« J’étais en soirée et je parlais avec une amie. Et je ne sais plus par quel chemin, nous en sommes arrivés au sujet des vaccins », se souvient Simon*. « Je lui ai juste dit que j’avais eu ma première dose. Elle m’a immédiatement dit que j’étais fou. Pour ne pas gâcher l’ambiance, je n’ai pas insisté », nous relate-t-il.
Comme Simon, de nombreux Français et Françaises ont été face à ce type de situations gênantes ces dernières semaines. La vaccination contre le coronavirus SARS-CoV-2 est aujourd’hui la principale porte de sortie pour freiner la pandémie, tout particulièrement en présence du variant préoccupant Delta, contre lequel un schéma vaccinal complet à 2 doses est efficace pour éviter les formes graves et encore une majeure partie des infections. Malgré tout, l’avancée de la campagne peut rencontrer un « plafond de verre », une part de la population restant sceptique.
Une part de cette population est influencée par la communication « antivax » très active de militants qui propagent de fausses informations sur la vaccination. Une autre part puise son scepticisme plus simplement dans des craintes, estimant manquer de recul, ou ne pas y voir encore clair dans les informations. C’est alors que, dans une conversation anodine, une personne vaccinée peut se retrouver face à des arguments non fondés scientifiquement concernant les vaccins contre le coronavirus. Cela peut être un collègue, un ami ou une amie, un proche dans le cercle familial — parfois même l’époux ou l’épouse.
Dans une série de témoignages, nos lecteurs et lectrices racontent à Numerama comment leurs relations humaines sont mises à rude épreuve par ces discussions .
« Pris de court »
« Un couple d’amis assez proche est très sceptique, et je ne m’y attendais pas », déplore Emeline. Pourtant, elle en est certaine : ils ne sont pas « anti-vaccins », habituellement. Leurs arguments sont spécifiques à cette pandémie. Emeline se rappelle les avoir entendu affirmer, pêle-mêle, qu’« on n’est pas à risque » ou qu’« on ne veut pas de la V1, c’est comme pour les produits Apple, il faut attendre l’évolution ». Cassandre s’est retrouvée face aux mêmes arguments de la part d’une amie d’enfance : « pas confiance dans le vaccin », « pas assez de recul », « préférence pour l’immunité naturelle ». Et cette amie fait régulièrement référence à Hold Up — un faux documentaire qui diffuse des idées reçues et des informations mensongères sur la pandémie.
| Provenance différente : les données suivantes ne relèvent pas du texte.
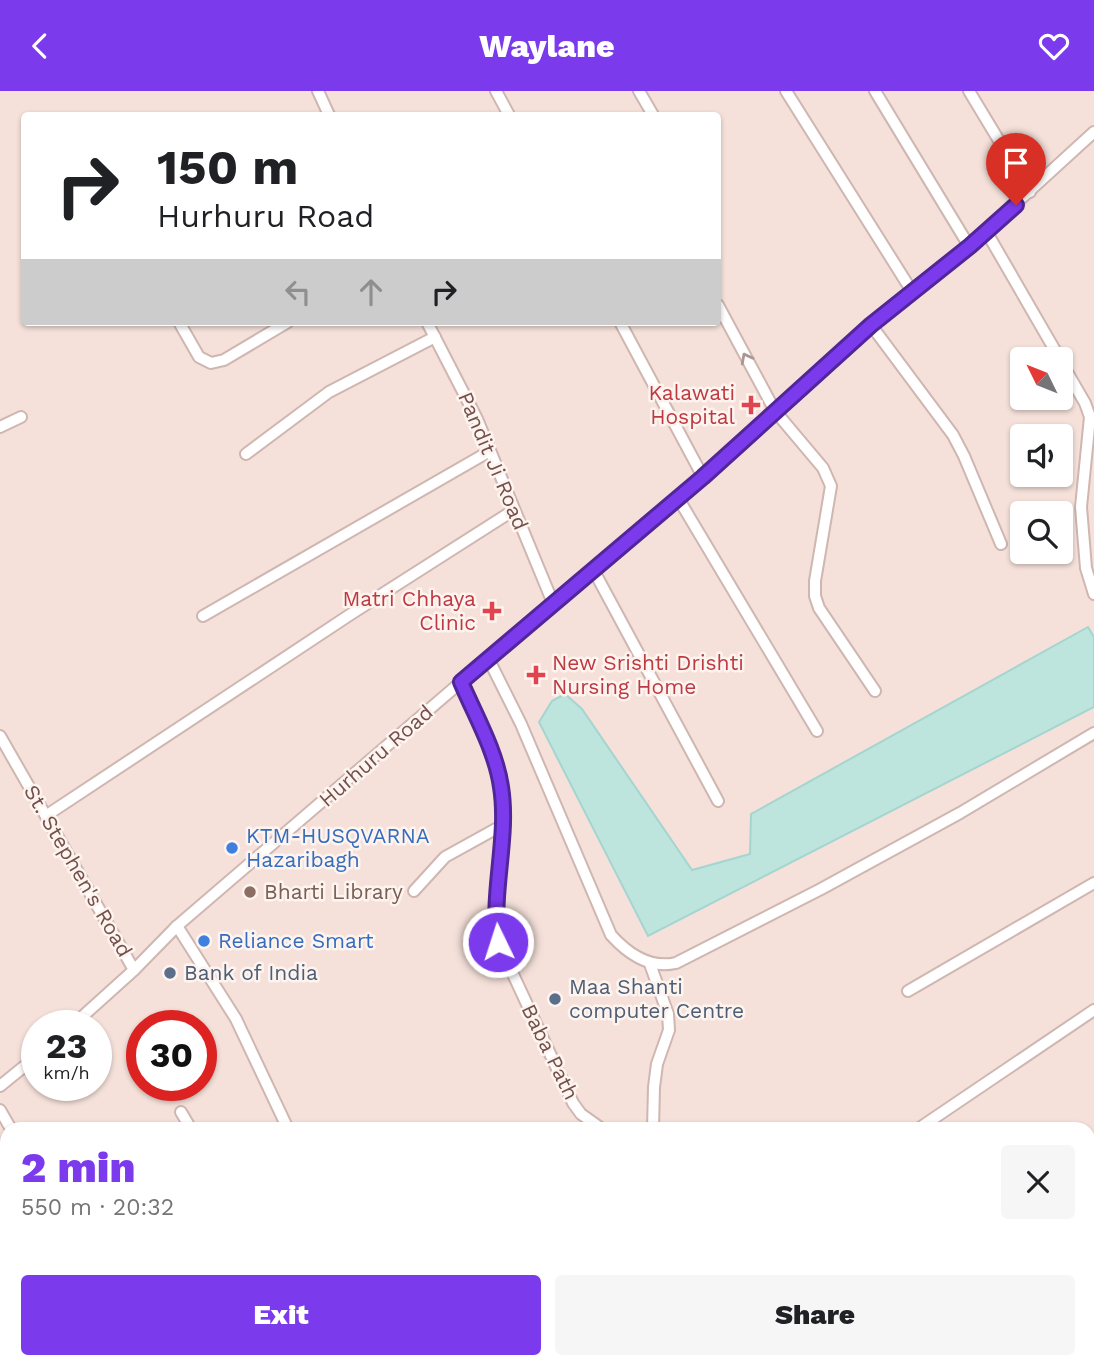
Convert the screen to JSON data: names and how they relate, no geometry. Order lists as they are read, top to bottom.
{
  "streets": {
    "street": [
      "Pandit Ji Road",
      "Hurhuru Road",
      "St. Stephen's Road",
      "Baba Path"
    ]
  },
  "crossings": [
    ["Pandit Ji Road", "Hurhuru Road"],
    ["Hurhuru Road", "St. Stephen's Road"],
    ["Hurhuru Road", "Baba Path"]
  ],
  "places": {
    "health": ["Kalawati Hospital", "Matri Chhaya Clinic", "New Srishti Drishti Nursing Home"],
    "other": [
      "KTM-HUSQVARNA Hazaribagh",
      "Bharti Library",
      "Reliance Smart",
      "Bank of India",
      "Maa Shanti computer Centre"
    ]
  },
  "north": "top left",
  "page": {
    "header": "Waylane",
    "turn": ["150 m", "Hurhuru Road"],
    "speed": "23 km/h",
    "limit": "30",
    "heading": ["2 min", "550 m · 20:32"],
    "buttons": ["Exit", "Share"]
  }
}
On retrouve ce même désarroi chez Noémie, qui nous raconte avoir été « complètement prise de court » par une amie évoquant des idées défavorables aux vaccins, de manière inopinée, au cours d’une conversation. Cette amie lui avance des conceptions erronées, ou déconnectées de la réalité sanitaire, telles que « ces vaccins ont été développés trop rapidement, on ne connaît pas leurs effets à long terme » ou « le virus n’est pas si dangereux que ça, puis faut bien mourir de quelque chose ».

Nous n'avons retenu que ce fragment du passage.